Here is an example of an address in one of the files:
2525 DUPONT DR IRVINE CA 92612
Note that the format does not include a comma between state and zip.
You need to find both the 5-digit zip codes format (like 10003) and
the 5-dight zip codes and 4-digit add-on codes format (like
10017-2630).
Before doing the regex searches, you should read the text of each file directly into a string (even if the file ends with ".htm" or similar, don't use BeautifulSoup).

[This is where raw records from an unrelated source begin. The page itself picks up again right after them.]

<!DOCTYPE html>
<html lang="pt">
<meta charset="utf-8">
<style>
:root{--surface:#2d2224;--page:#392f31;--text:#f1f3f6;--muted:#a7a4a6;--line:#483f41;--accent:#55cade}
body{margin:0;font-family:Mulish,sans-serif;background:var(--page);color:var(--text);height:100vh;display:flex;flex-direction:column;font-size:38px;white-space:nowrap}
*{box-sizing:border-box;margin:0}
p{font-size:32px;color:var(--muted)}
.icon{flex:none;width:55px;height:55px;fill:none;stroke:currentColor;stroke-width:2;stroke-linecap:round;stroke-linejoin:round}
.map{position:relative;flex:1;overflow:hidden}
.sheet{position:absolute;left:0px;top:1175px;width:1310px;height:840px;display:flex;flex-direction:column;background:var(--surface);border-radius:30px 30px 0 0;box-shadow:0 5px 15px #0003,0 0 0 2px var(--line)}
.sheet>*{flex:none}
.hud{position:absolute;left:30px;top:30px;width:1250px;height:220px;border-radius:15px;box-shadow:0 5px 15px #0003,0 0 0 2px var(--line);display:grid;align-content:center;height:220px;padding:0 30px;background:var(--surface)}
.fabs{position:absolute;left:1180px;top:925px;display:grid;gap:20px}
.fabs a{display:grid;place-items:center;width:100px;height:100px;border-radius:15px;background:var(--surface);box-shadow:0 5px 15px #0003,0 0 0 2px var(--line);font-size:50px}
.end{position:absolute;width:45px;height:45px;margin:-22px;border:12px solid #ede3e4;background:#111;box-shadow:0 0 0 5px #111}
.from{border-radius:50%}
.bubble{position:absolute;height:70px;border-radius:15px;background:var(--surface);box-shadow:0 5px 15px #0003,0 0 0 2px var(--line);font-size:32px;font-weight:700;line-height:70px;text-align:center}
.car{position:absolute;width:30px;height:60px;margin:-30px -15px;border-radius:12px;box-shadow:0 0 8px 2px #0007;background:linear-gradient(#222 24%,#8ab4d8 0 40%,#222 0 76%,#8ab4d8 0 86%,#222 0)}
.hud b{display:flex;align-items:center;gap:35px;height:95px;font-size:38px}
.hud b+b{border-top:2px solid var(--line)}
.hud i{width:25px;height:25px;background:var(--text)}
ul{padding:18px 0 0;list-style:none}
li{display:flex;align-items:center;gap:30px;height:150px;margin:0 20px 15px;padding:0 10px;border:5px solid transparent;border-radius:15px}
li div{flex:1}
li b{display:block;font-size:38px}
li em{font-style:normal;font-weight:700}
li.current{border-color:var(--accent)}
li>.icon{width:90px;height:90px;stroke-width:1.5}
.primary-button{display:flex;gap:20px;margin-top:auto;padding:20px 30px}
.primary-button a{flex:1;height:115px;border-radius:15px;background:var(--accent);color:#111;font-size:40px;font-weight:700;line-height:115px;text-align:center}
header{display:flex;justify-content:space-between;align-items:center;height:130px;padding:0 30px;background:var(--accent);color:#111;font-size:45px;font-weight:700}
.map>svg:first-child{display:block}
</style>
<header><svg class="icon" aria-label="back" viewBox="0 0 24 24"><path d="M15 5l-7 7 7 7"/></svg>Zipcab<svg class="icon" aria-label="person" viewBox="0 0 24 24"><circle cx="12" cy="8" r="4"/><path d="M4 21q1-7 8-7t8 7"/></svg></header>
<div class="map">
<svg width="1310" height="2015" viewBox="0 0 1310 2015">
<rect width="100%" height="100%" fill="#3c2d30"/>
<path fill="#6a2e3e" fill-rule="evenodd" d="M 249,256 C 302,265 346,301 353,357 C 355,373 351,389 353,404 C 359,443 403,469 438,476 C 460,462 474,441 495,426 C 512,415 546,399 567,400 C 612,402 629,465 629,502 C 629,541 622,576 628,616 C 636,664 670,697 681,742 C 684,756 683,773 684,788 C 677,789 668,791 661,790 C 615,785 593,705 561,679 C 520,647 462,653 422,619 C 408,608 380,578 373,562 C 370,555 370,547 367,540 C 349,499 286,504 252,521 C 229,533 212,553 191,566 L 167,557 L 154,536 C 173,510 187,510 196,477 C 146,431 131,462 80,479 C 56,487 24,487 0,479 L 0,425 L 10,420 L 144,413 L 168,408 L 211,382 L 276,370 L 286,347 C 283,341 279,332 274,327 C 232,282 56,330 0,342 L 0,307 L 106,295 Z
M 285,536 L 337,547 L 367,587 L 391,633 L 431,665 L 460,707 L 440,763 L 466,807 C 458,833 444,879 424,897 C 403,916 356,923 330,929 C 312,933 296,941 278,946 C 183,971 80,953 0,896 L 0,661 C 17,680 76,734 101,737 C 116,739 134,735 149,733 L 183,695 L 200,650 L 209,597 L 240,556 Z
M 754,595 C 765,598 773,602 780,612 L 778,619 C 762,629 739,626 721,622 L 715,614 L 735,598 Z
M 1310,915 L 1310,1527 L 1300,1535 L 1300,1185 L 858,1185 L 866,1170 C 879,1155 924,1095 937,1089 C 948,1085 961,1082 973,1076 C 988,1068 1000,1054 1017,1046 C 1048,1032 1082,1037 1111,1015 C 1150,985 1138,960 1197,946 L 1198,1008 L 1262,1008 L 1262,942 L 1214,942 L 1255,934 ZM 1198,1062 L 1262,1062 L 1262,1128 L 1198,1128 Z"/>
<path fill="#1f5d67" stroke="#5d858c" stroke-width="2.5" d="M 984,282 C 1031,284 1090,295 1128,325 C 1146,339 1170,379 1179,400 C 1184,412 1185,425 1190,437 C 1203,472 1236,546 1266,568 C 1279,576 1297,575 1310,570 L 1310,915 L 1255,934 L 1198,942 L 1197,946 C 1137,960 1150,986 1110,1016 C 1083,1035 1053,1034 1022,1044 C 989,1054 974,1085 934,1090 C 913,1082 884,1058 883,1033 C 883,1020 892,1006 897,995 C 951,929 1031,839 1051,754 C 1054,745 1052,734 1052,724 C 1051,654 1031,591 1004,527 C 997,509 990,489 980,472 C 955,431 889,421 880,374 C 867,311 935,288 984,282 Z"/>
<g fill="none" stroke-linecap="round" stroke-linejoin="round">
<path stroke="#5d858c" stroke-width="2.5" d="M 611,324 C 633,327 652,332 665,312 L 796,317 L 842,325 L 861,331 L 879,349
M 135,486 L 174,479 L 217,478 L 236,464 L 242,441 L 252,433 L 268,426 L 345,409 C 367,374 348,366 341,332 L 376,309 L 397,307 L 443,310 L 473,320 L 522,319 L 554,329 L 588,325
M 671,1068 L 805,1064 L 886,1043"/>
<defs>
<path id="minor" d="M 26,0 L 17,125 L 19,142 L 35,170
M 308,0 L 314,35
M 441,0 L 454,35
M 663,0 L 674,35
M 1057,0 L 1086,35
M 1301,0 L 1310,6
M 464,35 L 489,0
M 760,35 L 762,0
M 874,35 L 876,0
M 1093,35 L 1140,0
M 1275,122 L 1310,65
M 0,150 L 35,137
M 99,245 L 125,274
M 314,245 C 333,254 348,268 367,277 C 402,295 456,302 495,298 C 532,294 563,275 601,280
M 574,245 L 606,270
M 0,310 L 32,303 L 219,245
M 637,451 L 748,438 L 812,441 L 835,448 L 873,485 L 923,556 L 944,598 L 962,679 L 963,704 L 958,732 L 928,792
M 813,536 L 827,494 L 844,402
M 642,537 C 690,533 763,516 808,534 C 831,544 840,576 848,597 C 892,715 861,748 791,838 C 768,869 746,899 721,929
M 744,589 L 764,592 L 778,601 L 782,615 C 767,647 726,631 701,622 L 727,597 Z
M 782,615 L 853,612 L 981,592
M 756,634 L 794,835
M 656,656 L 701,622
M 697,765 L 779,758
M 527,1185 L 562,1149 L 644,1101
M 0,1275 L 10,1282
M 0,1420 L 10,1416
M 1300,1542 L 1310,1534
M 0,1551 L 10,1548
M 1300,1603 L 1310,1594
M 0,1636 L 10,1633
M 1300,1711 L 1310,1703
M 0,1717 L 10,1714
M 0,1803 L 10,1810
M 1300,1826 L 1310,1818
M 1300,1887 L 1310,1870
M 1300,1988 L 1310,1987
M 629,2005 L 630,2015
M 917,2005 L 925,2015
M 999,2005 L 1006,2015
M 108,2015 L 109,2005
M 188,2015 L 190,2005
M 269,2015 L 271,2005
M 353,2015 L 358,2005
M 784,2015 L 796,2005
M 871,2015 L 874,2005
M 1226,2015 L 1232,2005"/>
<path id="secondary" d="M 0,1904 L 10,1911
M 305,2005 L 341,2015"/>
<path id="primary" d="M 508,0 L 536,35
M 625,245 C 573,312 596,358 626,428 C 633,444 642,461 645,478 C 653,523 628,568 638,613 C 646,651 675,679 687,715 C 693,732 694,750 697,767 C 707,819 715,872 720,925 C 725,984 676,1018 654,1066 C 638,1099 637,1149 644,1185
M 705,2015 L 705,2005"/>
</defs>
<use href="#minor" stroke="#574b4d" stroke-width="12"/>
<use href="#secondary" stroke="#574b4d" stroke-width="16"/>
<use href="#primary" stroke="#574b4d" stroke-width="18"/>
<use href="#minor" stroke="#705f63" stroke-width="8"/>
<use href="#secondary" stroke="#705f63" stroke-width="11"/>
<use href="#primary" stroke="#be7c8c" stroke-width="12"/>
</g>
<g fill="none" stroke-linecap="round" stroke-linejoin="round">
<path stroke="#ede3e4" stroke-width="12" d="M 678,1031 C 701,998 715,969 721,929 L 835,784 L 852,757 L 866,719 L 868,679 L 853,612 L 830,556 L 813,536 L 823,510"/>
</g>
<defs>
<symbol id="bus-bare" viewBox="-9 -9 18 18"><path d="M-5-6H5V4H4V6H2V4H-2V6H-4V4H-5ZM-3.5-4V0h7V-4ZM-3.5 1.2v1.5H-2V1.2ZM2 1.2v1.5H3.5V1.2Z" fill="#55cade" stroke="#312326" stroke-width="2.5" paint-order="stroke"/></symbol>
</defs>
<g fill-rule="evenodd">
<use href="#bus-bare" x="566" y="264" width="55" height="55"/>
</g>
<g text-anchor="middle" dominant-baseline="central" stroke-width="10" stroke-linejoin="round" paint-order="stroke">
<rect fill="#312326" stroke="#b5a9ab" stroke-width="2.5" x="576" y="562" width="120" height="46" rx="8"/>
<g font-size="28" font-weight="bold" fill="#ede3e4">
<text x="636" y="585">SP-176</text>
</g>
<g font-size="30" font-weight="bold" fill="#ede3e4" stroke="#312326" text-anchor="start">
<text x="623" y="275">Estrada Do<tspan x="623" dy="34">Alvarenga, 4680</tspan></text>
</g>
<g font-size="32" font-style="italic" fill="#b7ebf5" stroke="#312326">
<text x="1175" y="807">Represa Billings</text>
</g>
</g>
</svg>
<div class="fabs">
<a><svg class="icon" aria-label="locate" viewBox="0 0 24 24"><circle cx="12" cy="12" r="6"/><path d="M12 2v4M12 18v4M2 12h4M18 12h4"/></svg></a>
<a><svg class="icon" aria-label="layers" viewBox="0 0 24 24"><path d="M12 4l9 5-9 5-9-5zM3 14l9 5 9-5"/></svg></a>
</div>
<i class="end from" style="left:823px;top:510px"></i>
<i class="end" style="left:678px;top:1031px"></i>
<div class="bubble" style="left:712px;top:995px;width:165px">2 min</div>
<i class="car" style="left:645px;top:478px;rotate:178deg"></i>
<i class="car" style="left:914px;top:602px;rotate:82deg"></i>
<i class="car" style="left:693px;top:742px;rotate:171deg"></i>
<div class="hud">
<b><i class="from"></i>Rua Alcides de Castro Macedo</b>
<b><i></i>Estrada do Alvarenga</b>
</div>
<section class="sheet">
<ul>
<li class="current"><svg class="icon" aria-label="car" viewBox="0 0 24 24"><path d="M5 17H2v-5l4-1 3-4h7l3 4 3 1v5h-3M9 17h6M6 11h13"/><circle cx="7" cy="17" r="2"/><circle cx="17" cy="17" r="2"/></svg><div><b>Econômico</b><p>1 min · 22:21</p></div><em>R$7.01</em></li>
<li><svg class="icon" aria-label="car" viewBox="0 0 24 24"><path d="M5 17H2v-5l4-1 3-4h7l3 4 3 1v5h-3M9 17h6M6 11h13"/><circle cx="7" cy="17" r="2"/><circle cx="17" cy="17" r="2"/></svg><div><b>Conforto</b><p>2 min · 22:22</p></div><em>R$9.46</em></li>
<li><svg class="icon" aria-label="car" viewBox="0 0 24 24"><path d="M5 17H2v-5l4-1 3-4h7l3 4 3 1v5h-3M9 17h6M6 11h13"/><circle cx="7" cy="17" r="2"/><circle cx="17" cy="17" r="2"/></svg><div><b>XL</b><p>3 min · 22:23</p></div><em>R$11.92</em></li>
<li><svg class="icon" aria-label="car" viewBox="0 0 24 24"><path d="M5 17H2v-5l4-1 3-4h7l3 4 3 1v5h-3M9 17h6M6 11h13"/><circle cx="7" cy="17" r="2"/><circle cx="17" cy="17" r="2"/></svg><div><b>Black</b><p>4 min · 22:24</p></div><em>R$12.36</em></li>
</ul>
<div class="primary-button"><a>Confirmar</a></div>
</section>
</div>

The command is python3 main.py zipcode docs.zip. Just print each
zip codes on its own line. The order doesn't matter, but there
shouldn't be any duplicates. Note 10003 and 10003-3019 are not
counted as duplicates:
10003
10003-3019
10004
10005
10007
10013
...
It should be possible to run python3 main.py geo 3035 out.svg to produce an image named "out.svg" that looks something
like this (check by downloading and opening it in your browser):
You can use the naturalearth_lowres shapefile that comes with
geopandas to create the map. server_log2.zip is created in part 2 by the region command.
The color should be based on number of
occurences in server_log2.zip (0 is gray, 1-999 is orange, 1000+ is red).
For simplicity, you can ignore rows in server_log2.zip where the country
name doesn't exactly match the names in naturalearth_lowres.
3035 is the ID of an EPSG projection (your code should works with
others too, like 4036, 4144, 4248, and 4555). You can look it up like
this:
import pyproj
crs = pyproj.CRS.from_epsg(proj)You should use GeoDataFrame.to_crs to use the projection with the
given ID. You should also crop the map to that region only. You can
find the projection window with things like crs.area_of_use.west for
the left side (and similar for other sides).
Note that geopandas has a bug
(geopandas/geopandas#2224) that mixes up the
colors of polygons when some polygons are empty, as happens after
cropping an image. Consider using GeoDataFrame.is_empty to filter
these out.
The EDGAR logs are supposedly anonymized (with the last three docs left), but we can still tell where the users live and what they're looking at. Others have used this same data to make good guesses about what docs various hedge funds and others are looking at, then correlate that with success. For those interested in the nitty-gritty details of what could be done with this data, take a look at this early-stage work: Hedge Funds and Public Information Acquisition.